[Python-Dev] type categories

Barry A. Warsaw barry@python.org
Fri, 13 Sep 2002 10:38:03 -0400


>>>>> "JH" == Jeremy Hylton <jeremy@alum.mit.edu> writes:

>>>>> "DA" == David Abrahams <dave@boost-consulting.com> writes:

    DA> I was going to say that is seems to me if you can dynamically
    DA> inject base classes in Python there's no problem using
    DA> inheritance to do this sort of labelling. However, on third
    DA> though, maybe there is a problem. Suppose you have an
    DA> inheritance chain A->B->C...->Z and I come a long later to say
    DA> that A fulfills interface II and add II to A's bases. Which of
    DA> A's subclasses also fulfill II. I might not know. I might not
    DA> even know about them. For this, maybe you'd need a way to
    DA> express inheritance that goes just "one level deep" (i.e. A
    DA> inherits II publicly, but nothing else does). And that might
    DA> just screw with the notion of inheritance enough that you want
    DA> a separate parallel mechanism.

    DA> So I guess I'm back to where I was before.
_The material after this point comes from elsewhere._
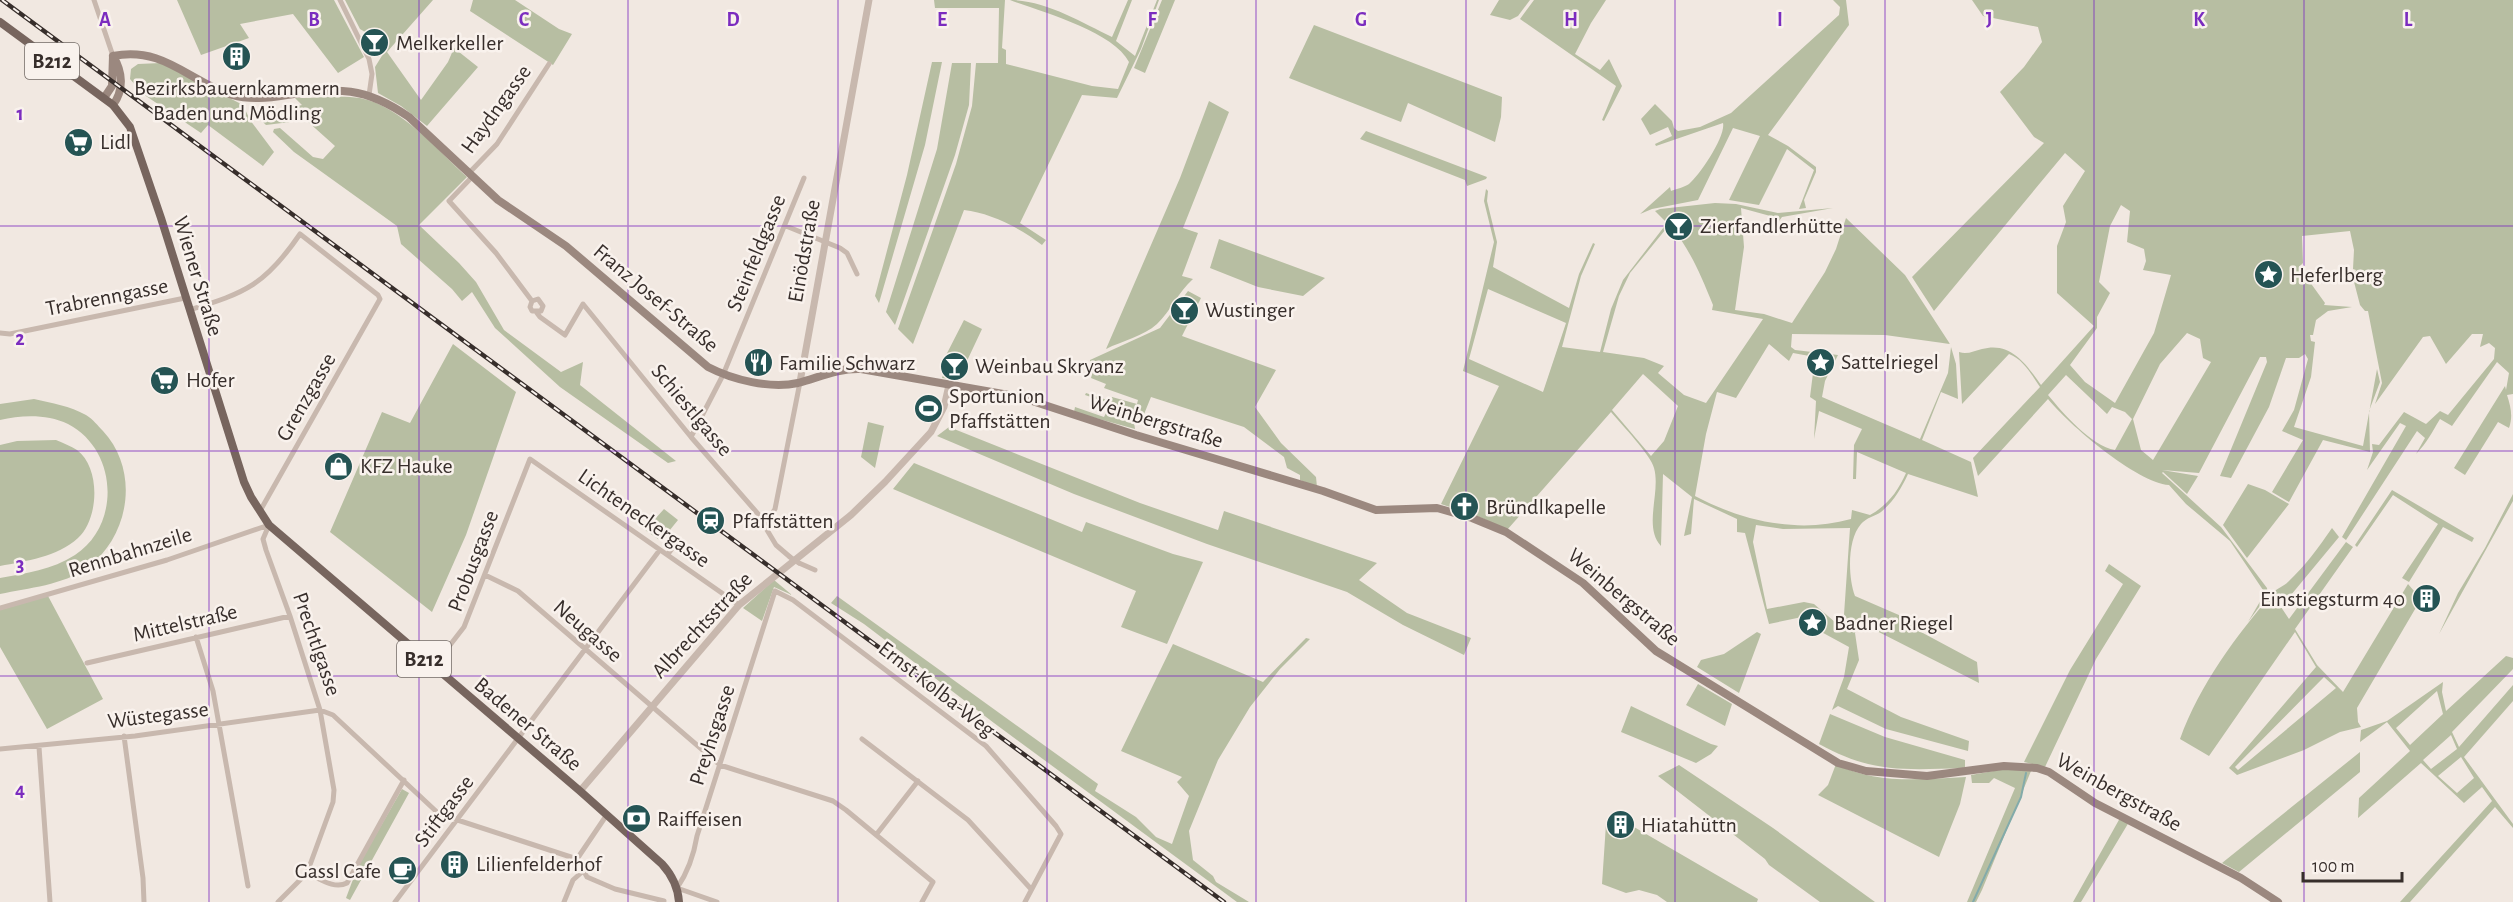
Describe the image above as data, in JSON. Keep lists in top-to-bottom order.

Inheritance
    DA> probably doesn't work out too well for expressing "satisfies
    DA> interface".

    JH> I had similar third thoughts a couple of weeks ago :-).  So I
    JH> guess I agree with you.

I tend to agree as well.  But to play devil's advocate for a moment: I
think Guido said that inheritance won't be the only way to spell
conforms-to, but it'll be the predominately common way.  So you'd
definitely need a way to spell that outside of inheritance as your
example clearly shows.  Which means that any conformsto() function
will have to be more complicated because it'll need to check both
mechanisms.  Is that a worthwhile price to pay to allow
conforms-to-by-inheritance?

What I don't like about the inheritance mechanism is that the syntax
isn't explicit.  I look at a class definition and I don't really know
what's a base class for implementation purposes and what's an
interface assertion.  It might even be difficult if I had the source
code for all the classes in the base class list if there's little
except convention to syntactically distinguish between a class
definition and an interface definition (no keyword, but just a
stylized bunch of defs).  I think it's going to be important to know
what's an interface and what's a base class.  Naming conventions
(IThingie) can help but aren't enforced.